INPUT section start

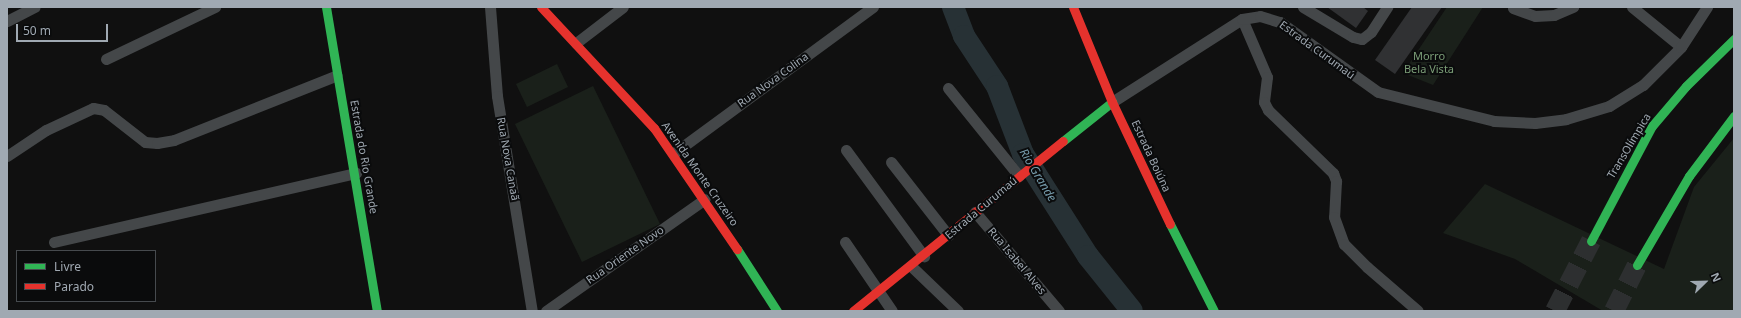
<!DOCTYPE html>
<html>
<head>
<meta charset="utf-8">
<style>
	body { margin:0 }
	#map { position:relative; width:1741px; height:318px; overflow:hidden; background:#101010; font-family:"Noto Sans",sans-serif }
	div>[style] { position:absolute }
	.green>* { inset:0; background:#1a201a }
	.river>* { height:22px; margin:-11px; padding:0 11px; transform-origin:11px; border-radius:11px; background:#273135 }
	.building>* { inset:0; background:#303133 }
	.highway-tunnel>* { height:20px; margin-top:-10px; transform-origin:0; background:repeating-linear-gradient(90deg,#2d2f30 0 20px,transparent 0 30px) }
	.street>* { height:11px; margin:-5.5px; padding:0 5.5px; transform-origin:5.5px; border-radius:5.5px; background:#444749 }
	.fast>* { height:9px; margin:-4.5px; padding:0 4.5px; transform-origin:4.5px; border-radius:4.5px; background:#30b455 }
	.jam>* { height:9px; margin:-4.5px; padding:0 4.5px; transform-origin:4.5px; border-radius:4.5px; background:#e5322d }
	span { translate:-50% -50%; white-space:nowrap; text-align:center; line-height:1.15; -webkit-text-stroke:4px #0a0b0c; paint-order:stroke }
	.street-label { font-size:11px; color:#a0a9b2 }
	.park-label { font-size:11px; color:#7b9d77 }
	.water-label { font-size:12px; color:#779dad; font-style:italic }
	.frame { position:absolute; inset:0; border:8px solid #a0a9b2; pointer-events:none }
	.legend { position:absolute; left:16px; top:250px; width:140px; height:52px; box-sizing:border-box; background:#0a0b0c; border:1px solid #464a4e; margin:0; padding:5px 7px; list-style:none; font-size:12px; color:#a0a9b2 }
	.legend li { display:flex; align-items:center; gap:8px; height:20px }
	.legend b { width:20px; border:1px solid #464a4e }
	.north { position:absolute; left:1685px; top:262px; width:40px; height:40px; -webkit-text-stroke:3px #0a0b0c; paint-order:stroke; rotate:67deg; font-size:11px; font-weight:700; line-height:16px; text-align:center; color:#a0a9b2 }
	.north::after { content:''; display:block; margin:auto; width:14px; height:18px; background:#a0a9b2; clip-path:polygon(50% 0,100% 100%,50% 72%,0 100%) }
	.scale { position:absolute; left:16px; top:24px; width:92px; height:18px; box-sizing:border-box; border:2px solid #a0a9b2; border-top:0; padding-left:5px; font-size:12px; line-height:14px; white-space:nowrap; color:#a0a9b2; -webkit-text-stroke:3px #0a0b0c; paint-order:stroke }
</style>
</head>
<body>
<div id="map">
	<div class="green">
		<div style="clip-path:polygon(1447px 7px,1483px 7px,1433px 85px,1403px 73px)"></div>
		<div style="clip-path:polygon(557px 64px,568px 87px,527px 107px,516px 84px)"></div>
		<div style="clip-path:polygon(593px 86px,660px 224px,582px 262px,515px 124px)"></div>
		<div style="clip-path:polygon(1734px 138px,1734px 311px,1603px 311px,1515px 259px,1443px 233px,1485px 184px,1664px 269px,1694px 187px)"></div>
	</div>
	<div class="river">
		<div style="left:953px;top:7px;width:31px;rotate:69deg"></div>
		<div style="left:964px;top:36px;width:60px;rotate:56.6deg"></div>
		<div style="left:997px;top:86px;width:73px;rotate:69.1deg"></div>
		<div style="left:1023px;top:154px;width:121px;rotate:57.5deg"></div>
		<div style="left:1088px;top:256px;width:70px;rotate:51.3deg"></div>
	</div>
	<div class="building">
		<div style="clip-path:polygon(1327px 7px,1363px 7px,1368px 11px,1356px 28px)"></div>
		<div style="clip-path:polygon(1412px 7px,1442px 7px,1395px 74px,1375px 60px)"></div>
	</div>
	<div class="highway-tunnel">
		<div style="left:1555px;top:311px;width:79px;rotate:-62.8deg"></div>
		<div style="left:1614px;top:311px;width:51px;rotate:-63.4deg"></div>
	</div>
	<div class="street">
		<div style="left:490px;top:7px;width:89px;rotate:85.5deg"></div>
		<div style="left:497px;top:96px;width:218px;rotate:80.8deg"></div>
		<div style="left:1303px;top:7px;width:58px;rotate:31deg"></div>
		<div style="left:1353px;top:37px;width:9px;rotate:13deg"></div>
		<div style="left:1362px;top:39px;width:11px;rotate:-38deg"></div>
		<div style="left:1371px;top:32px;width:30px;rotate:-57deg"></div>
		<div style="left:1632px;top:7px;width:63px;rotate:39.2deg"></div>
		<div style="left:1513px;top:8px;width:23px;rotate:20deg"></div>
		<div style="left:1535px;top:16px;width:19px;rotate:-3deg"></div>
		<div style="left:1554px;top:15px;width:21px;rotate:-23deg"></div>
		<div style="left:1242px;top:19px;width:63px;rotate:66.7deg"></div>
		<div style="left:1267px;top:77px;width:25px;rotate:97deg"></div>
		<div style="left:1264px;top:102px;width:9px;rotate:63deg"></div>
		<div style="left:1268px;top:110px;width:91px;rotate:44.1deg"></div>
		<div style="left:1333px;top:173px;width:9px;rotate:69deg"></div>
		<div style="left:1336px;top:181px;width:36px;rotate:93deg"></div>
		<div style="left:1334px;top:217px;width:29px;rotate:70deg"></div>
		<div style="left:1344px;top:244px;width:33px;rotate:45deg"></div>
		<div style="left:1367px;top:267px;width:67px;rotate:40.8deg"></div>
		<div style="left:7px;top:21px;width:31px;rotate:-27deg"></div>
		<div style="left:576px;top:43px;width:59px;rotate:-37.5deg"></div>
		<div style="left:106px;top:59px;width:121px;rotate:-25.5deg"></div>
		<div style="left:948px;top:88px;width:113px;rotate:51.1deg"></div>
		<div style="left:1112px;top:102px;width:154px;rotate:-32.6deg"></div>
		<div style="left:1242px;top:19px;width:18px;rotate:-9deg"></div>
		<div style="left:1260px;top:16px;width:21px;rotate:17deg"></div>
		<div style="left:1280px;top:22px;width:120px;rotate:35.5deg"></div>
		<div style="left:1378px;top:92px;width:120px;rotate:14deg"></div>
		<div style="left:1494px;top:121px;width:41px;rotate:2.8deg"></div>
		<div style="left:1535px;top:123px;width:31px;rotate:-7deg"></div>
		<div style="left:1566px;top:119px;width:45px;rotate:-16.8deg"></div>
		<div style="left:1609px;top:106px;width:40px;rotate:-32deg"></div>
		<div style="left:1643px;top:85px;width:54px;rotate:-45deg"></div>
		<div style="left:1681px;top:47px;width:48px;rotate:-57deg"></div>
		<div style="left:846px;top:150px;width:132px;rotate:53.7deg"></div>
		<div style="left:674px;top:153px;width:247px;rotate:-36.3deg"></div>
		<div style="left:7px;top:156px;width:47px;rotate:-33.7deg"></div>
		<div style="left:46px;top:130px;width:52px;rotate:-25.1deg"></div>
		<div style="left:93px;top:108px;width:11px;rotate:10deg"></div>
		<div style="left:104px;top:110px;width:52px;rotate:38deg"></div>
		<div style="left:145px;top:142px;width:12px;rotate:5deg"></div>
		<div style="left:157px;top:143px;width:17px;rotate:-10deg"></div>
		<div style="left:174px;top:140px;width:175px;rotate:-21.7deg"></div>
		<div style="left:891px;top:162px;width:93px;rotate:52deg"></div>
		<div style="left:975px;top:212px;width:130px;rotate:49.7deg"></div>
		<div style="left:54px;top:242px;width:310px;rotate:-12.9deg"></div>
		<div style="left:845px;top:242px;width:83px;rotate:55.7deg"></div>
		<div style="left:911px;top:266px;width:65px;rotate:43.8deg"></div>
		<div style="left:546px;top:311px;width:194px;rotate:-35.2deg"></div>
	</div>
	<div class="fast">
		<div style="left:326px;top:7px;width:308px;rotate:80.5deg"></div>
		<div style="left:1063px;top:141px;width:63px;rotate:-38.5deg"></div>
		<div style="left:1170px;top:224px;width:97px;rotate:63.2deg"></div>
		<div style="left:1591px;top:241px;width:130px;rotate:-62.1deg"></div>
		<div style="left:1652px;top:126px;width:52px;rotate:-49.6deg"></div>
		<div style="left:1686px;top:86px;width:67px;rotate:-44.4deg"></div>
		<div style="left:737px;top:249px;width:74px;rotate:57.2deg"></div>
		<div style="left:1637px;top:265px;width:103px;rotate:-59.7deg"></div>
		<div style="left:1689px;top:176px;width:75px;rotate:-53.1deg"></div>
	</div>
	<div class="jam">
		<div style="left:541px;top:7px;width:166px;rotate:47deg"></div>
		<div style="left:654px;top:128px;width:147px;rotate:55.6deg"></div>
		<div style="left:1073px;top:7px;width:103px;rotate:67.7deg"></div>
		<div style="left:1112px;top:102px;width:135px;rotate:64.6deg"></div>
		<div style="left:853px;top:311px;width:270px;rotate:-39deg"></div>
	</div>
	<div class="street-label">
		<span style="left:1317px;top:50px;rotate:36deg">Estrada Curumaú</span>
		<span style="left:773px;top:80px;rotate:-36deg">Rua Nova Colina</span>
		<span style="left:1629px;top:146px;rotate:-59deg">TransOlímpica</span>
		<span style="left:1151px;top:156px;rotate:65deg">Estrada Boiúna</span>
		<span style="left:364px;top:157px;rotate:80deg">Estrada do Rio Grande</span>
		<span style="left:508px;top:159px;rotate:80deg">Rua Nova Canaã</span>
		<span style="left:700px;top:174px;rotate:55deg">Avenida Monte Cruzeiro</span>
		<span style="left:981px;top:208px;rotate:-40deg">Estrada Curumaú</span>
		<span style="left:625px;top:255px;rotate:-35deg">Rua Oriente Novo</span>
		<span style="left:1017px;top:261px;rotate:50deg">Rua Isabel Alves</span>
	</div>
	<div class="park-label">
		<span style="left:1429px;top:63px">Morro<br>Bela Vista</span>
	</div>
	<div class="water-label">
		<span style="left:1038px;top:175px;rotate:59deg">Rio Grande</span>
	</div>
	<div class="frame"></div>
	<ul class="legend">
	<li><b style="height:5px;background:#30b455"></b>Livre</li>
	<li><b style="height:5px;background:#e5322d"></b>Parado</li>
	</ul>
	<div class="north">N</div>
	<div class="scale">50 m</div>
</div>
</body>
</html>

INPUT section end

_WHAT THIS TASK INVOLVES_
Copy only this part of the entries above: the line with "height:22px; margin:-11px; padding:0", the line with "position:absolute; left:1685px; top:262px;", and the lines between, all exactly as written.

_ANSWER SPACE_
	.river>* { height:22px; margin:-11px; padding:0 11px; transform-origin:11px; border-radius:11px; background:#273135 }
	.building>* { inset:0; background:#303133 }
	.highway-tunnel>* { height:20px; margin-top:-10px; transform-origin:0; background:repeating-linear-gradient(90deg,#2d2f30 0 20px,transparent 0 30px) }
	.street>* { height:11px; margin:-5.5px; padding:0 5.5px; transform-origin:5.5px; border-radius:5.5px; background:#444749 }
	.fast>* { height:9px; margin:-4.5px; padding:0 4.5px; transform-origin:4.5px; border-radius:4.5px; background:#30b455 }
	.jam>* { height:9px; margin:-4.5px; padding:0 4.5px; transform-origin:4.5px; border-radius:4.5px; background:#e5322d }
	span { translate:-50% -50%; white-space:nowrap; text-align:center; line-height:1.15; -webkit-text-stroke:4px #0a0b0c; paint-order:stroke }
	.street-label { font-size:11px; color:#a0a9b2 }
	.park-label { font-size:11px; color:#7b9d77 }
	.water-label { font-size:12px; color:#779dad; font-style:italic }
	.frame { position:absolute; inset:0; border:8px solid #a0a9b2; pointer-events:none }
	.legend { position:absolute; left:16px; top:250px; width:140px; height:52px; box-sizing:border-box; background:#0a0b0c; border:1px solid #464a4e; margin:0; padding:5px 7px; list-style:none; font-size:12px; color:#a0a9b2 }
	.legend li { display:flex; align-items:center; gap:8px; height:20px }
	.legend b { width:20px; border:1px solid #464a4e }
	.north { position:absolute; left:1685px; top:262px; width:40px; height:40px; -webkit-text-stroke:3px #0a0b0c; paint-order:stroke; rotate:67deg; font-size:11px; font-weight:700; line-height:16px; text-align:center; color:#a0a9b2 }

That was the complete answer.